La Marina et le Port de pêche

La Marina et le Port de pêche

Le port d’Acre



Le premier port d’Acre se trouvait probablement dans la partie inférieure du canal Na’aman. Il a été mentionné pour la première fois dans le voyage d’Assuérus lors de la conquête de l’Egypte en 527-525 avant JC, voyage au cours duquel des centaines de navires transportant des soldats, des chevaux et des vivres y ont été rassemblés. Le fait qu’Acre ait été utilisée comme base d’une flotte d’une telle ampleur, témoigne du fait que les digues au sud étaient déjà construites.

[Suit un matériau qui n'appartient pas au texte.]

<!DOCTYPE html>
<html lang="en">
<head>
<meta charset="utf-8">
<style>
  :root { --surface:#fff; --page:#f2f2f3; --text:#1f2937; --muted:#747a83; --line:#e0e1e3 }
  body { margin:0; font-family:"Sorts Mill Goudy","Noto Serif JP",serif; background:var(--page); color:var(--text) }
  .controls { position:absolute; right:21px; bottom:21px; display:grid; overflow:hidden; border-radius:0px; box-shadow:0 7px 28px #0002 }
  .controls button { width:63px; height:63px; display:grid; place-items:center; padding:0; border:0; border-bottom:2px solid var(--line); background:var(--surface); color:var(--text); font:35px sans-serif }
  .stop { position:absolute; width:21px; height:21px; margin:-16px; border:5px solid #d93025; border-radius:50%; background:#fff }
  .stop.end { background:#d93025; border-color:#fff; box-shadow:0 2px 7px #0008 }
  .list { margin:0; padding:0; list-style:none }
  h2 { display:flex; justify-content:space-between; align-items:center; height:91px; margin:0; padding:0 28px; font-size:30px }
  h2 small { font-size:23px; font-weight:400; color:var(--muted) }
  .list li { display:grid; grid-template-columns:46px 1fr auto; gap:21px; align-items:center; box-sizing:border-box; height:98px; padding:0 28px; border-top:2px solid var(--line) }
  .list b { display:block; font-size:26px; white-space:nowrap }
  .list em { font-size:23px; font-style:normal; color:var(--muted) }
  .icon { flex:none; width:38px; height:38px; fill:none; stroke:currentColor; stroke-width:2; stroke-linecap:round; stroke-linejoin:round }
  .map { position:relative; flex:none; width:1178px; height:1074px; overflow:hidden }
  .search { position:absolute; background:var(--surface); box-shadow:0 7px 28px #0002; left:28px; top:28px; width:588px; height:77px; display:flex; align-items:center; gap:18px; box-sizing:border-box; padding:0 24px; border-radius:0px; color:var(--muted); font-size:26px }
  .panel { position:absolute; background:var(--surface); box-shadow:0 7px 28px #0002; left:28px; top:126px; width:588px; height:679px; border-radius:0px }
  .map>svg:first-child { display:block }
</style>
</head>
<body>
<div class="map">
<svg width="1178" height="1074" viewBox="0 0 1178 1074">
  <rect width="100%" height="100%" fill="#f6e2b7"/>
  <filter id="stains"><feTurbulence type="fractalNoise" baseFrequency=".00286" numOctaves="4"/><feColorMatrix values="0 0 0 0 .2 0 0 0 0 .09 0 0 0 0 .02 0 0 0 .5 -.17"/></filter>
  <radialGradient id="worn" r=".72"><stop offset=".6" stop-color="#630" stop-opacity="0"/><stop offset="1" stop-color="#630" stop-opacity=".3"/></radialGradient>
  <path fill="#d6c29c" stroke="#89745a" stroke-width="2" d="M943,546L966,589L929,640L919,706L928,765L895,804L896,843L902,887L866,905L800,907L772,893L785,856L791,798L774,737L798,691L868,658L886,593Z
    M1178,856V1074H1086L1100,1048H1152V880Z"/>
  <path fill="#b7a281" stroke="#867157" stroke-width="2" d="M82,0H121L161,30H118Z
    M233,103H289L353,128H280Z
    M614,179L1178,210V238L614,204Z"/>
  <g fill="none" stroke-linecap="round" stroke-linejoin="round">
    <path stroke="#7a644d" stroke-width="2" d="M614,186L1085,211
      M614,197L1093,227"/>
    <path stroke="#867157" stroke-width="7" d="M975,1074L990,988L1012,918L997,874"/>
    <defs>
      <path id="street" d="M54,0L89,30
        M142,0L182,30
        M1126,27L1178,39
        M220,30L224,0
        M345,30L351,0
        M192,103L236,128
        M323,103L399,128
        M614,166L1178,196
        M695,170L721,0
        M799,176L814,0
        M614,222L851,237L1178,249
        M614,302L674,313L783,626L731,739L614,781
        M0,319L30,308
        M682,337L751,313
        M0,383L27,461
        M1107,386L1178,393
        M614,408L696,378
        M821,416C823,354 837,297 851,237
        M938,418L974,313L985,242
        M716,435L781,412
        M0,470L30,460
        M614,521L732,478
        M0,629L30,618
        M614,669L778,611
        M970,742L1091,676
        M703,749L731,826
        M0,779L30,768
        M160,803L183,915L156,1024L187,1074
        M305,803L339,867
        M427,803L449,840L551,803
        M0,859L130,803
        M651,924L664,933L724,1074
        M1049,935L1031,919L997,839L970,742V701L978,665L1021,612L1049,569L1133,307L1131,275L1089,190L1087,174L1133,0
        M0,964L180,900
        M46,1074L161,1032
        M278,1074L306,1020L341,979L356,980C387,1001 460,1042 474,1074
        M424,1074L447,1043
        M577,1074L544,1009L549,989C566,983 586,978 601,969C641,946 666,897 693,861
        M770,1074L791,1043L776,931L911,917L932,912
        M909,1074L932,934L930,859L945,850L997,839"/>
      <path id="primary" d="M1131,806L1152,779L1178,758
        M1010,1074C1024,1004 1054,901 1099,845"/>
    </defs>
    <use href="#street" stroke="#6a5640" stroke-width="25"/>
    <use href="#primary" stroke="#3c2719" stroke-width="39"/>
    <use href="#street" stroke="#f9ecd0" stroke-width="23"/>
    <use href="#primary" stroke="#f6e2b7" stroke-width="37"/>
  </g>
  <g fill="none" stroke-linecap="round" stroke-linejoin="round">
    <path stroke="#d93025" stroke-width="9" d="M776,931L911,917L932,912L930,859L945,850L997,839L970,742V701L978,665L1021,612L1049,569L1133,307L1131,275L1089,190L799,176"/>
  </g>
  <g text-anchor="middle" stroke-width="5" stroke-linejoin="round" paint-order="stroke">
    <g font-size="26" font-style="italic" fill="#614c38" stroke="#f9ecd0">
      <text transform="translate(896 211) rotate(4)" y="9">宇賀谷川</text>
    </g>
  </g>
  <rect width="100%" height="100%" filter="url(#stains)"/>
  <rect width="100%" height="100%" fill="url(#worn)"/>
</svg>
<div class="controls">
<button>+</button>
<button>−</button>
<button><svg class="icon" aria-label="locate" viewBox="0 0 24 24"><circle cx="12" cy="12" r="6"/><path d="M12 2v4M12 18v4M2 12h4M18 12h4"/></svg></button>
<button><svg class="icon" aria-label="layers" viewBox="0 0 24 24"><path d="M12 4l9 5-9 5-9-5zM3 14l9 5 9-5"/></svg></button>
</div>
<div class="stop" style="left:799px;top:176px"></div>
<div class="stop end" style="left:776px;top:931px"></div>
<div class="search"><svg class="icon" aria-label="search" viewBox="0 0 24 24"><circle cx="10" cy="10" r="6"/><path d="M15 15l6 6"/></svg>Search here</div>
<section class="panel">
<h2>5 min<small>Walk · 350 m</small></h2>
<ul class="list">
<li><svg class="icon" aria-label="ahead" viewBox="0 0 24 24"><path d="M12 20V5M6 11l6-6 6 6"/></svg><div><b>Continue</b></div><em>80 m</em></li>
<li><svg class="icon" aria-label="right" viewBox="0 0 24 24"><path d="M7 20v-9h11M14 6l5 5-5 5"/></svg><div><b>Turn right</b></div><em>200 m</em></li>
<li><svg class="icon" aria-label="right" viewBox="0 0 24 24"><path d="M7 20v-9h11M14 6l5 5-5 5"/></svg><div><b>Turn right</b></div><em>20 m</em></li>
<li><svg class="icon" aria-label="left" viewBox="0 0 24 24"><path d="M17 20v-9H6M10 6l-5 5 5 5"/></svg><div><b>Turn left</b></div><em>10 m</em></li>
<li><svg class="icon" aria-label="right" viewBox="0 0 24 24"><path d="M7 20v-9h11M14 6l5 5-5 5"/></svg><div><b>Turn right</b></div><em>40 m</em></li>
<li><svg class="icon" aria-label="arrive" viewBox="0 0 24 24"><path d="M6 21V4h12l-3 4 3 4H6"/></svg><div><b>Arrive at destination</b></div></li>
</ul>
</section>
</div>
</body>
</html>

Le port à l’époque musulmane ancienne
Avec la fondation de la dynastie Omeyyades à l’époque ottomane, le port d’Acre a de nouveau été mentionné. Un des aspects de la politique maritime du Sultan Mu’awiya a été le renforcement des villes côtières, qui a culminé au final avec la conquête de Chypre puis son rattachement à l’empire musulman. C’est dans ce contexte, qu’a été construit au port d’Acre un immense quai, qui n’a duré qu’un temps. Le gouverneur d’Egypte, Ahmad Ibn Toulon (884-868) a annexé la Terre d’Israël ainsi qu’une grande partie de la Syrie, et dans le cadre de l’organisation de cette principauté, il a décidé de restaurer le port d’Acre et ses fortifications sous forme de forteresse.

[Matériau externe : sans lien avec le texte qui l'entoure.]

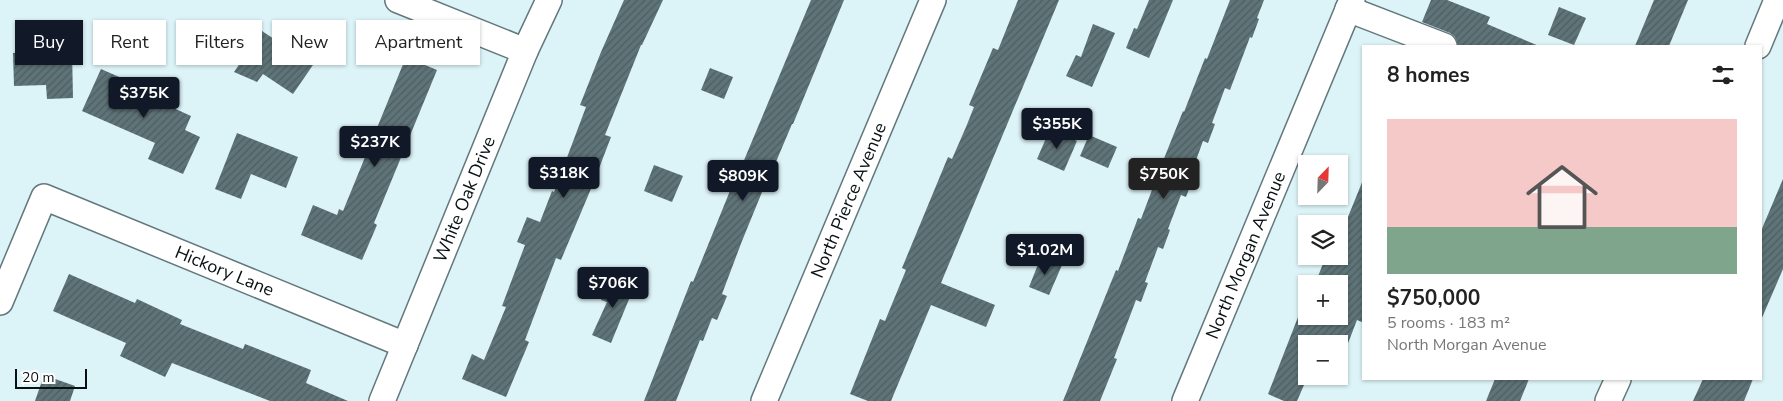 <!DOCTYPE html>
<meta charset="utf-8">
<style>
:root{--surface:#fff;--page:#f6f6f6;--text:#222;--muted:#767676;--line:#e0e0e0;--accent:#111827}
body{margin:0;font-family:"Nunito Sans",sans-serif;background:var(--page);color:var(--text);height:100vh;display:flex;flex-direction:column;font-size:19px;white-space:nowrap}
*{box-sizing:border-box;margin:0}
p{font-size:16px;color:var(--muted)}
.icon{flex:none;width:28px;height:28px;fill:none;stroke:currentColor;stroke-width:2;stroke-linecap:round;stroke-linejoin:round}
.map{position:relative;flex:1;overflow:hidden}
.sheet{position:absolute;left:1362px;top:45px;width:400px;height:335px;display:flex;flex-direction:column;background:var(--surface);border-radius:0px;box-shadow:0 1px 4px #0004}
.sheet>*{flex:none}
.top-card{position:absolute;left:15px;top:20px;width:475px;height:45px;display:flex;gap:10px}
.needle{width:32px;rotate:23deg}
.buttons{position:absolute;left:1298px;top:155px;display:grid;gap:10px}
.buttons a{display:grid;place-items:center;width:50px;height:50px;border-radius:0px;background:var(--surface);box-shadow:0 1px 4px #0004;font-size:25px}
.scale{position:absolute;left:15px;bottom:12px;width:72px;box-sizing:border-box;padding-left:5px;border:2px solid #091112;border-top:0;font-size:14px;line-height:18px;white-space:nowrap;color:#091112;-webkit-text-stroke:4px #fff;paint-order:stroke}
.price{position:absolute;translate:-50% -42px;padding:0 11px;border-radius:5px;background:var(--accent);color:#fff;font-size:16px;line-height:32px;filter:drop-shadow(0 1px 2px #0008)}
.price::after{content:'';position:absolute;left:50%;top:30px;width:15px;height:11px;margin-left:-8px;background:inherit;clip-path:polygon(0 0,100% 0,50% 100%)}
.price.active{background:#222;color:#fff}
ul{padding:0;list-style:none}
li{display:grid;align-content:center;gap:10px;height:265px;padding:0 25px}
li+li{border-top:1px solid var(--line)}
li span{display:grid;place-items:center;height:155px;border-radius:0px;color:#555}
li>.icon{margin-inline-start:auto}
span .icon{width:90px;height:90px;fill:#fffc;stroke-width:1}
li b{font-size:21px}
h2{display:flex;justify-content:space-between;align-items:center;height:60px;padding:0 25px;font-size:21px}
.chip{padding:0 18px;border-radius:0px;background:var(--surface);box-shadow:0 1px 4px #0004;font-size:18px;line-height:45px}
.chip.active{background:var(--accent);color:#fff}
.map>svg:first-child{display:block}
</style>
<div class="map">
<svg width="1783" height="401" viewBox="0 0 1783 401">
<defs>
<pattern id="building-hatch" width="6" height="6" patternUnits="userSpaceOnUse" patternTransform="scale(1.25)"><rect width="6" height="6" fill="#5f7478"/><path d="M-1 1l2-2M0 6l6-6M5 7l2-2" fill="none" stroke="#4d5e61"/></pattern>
</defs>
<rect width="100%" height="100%" fill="#dcf3f7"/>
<g fill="url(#building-hatch)">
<polygon points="624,0 663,0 642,45 641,45 605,135 611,137 593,184 561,260 556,258 525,340 529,342 506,397 462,379 472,354 484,360 506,307 502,306 525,245 517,242 527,217 540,222 552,191 554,192 586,107 580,105 601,52"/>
<polygon points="811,0 844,0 793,124 792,124 770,176 769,175 742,241 722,294 727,296 717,320 712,318 703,341 700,340 676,401 644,401 691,281 693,282 736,176 737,177"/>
<polygon points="1018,0 1059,0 941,283 995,305 986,327 931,305 891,401 868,401 850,394 880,319 885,321 906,270 902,268 948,157 952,159 966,127 974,107 969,105 993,48 998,50"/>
<polygon points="1149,0 1173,0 1149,58 1126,48 1134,28 1137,29"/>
<polygon points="1230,0 1264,0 1257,18 1259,19 1252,38 1250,37 1230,90 1225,88 1212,123 1215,124 1208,143 1203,141 1190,177 1193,178 1186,197 1181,195 1168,229 1170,230 1163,249 1158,247 1145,282 1148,283 1141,302 1136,300 1114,358 1117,359 1100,401 1063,401 1116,270 1118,271 1138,218 1141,219 1161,166 1183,111 1184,112 1205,58 1207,59"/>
<polygon points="1431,0 1447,0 1490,17 1487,24 1539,46 1458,46 1455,37 1450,33 1422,22"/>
<polygon points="1654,0 1688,0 1669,46 1635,46"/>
<polygon points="1559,7 1586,18 1574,45 1548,35"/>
<polygon points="1093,24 1115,33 1092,87 1066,76 1076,55 1081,57"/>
<polygon points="262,31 313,65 293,94 263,74 257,82 234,72"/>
<polygon points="72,50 73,98 47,99 46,85 14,86 13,53"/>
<polygon points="406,57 437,70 374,223 377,225 362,260 301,235 313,205 337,215 339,209 343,211"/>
<polygon points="710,68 733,77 724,99 701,90"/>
<polygon points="101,69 158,94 156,100 191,116 185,130 200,137 183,174 148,159 155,143 82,111"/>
<polygon points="1050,129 1077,141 1064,171 1037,159"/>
<polygon points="237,133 298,157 286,188 251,174 241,199 215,189"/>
<polygon points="1089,135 1117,147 1108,168 1080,156"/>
<polygon points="654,165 683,176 672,202 644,191"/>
<polygon points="1783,179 1783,269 1761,320 1761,231"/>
<polygon points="1363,180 1364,323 1357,320 1345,351 1339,349 1339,344 1306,344 1306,376 1308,376 1297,401 1284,401 1268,394 1300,312 1302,313 1306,304 1306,316 1339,316 1339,284 1315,284 1326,256 1339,256 1339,239"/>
<polygon points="1041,257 1062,265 1049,295 1029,287"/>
<polygon points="69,274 135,303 137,299 182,320 180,324 243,349 245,344 311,370 306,383 348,401 270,401 172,363 165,377 120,356 126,343 53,311"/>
<polygon points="610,278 634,287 611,343 592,335 607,302 601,300"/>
<polygon points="44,375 75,386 70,401 35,401"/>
<polygon points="1495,379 1529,379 1520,401 1486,401"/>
<polygon points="1703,379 1753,379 1744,401 1693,401"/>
</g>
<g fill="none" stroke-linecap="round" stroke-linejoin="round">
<defs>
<g id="minor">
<polyline points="398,0 525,51"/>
<polyline points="1348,9 1444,46"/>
<polyline points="1758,46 1777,0"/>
<path id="s1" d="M0,302L44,197L405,345"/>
<path id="s2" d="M382,401L525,51L549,0"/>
<path id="s3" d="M764,401L933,0"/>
<path id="s4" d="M1185,401L1352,0"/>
<polyline points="1608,401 1618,379"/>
</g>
</defs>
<use href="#minor" stroke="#63787c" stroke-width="28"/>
<use href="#minor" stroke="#fff" stroke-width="25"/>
</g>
<g text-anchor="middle" stroke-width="4" stroke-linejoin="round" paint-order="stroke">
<g font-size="18" fill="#091112" stroke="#fff">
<text dy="6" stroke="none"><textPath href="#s2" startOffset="218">White Oak Drive</textPath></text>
<text dy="6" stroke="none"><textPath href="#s3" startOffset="218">North Pierce Avenue</textPath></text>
<text dy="6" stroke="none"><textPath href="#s4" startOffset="158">North Morgan Avenue</textPath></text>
<text dy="6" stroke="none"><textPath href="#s1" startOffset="309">Hickory Lane</textPath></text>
</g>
</g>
</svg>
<div class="buttons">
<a><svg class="needle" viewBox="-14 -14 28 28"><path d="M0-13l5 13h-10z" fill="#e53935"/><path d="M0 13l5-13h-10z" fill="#767676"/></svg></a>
<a><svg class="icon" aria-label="layers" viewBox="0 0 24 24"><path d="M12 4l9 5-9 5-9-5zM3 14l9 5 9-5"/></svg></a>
<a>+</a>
<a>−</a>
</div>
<div class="scale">20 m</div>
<b class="price" style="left:144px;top:119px">$375K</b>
<b class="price" style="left:1057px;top:150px">$355K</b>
<b class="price" style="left:375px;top:168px">$237K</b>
<b class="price" style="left:564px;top:199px">$318K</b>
<b class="price active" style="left:1164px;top:200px">$750K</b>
<b class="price" style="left:743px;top:202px">$809K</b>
<b class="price" style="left:1045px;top:276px">$1.02M</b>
<b class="price" style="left:613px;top:309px">$706K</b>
<div class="top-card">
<a class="chip active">Buy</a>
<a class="chip">Rent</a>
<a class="chip">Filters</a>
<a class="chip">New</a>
<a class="chip">Apartment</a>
</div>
<section class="sheet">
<h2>8 homes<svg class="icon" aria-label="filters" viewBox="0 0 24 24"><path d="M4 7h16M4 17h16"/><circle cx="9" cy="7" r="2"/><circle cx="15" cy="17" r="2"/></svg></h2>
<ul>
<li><span style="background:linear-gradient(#f6c9c9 70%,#7fa58c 0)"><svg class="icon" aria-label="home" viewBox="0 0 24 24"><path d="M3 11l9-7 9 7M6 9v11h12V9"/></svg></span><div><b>$750,000</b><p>5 rooms · 183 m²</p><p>North Morgan Avenue</p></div></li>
</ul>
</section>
</div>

Le port à l’époque Croisée
La période du règne croisé a accru l’importance du port d’Acre. Son lien maritime avec l’Occident fut basé sur ce port, indispensable à son existence. Bien que les principales activités maritimes se cantonnaient du mois de mai à octobre, de grands espaces d’entrepôt étaient nécessaires pour les marchandises, les équipements et les auberges croisées, ainsi que pour la réparation et l’entrepôt des navires.

L’époque ottomane
Après la conquête ottomane, le port a été abandonné, utilisé comme point d’ancrage pour les  bateaux de pêche uniquement. Des dessins de voyageurs datant du 18ème siècle décrivent les digues au sud et la muraille croisée dont les ruines s’élèvent à une hauteur impressionnante.
Sur le bâtiment fortifié situé au dessus de la tour de Belzébuth qui lui aussi fut correctement conservé, a été construite une mosquée. Vers la fin du 17ème siècle, Daher el-Omar a lui aussi tenté de restaurer la ville et ses fortifications. Il semblerait que vers la fin de sa vie, il voulut restaurer le port d’Acre afin de permettre aux bateaux à voile d’ancrer au port et de débarquer leurs marchandises, ceci dans le cadre de sa politique de développement du commerce maritime.
Le premier tiers du 19ème siècle, le port fut préservé dans un état correct et utilisé plus d’une fois par la marine égyptienne de Méhémet Ali et Ibrahim Pacha. Le port a été détruit lors du bombardement d’Acre par la marine de guerre britannique et autrichienne en 1840, les murailles et les digues au sud ainsi que la tour Belzébuth furent endommagés.


 


Le port de pèlerinage vers la Terre d’Israël
Depuis les temps les plus anciens, la Terre Sainte a attiré les pèlerinages principalement des Juifs et des Chrétiens. Nombre d’entre eux sont arrivés en Israël par le port d’Acre. Son statut  s’est accru principalement après sa conquête par les Croisés en 1104, le port étant donc devenu la principale porte vers la Terre d’Israël.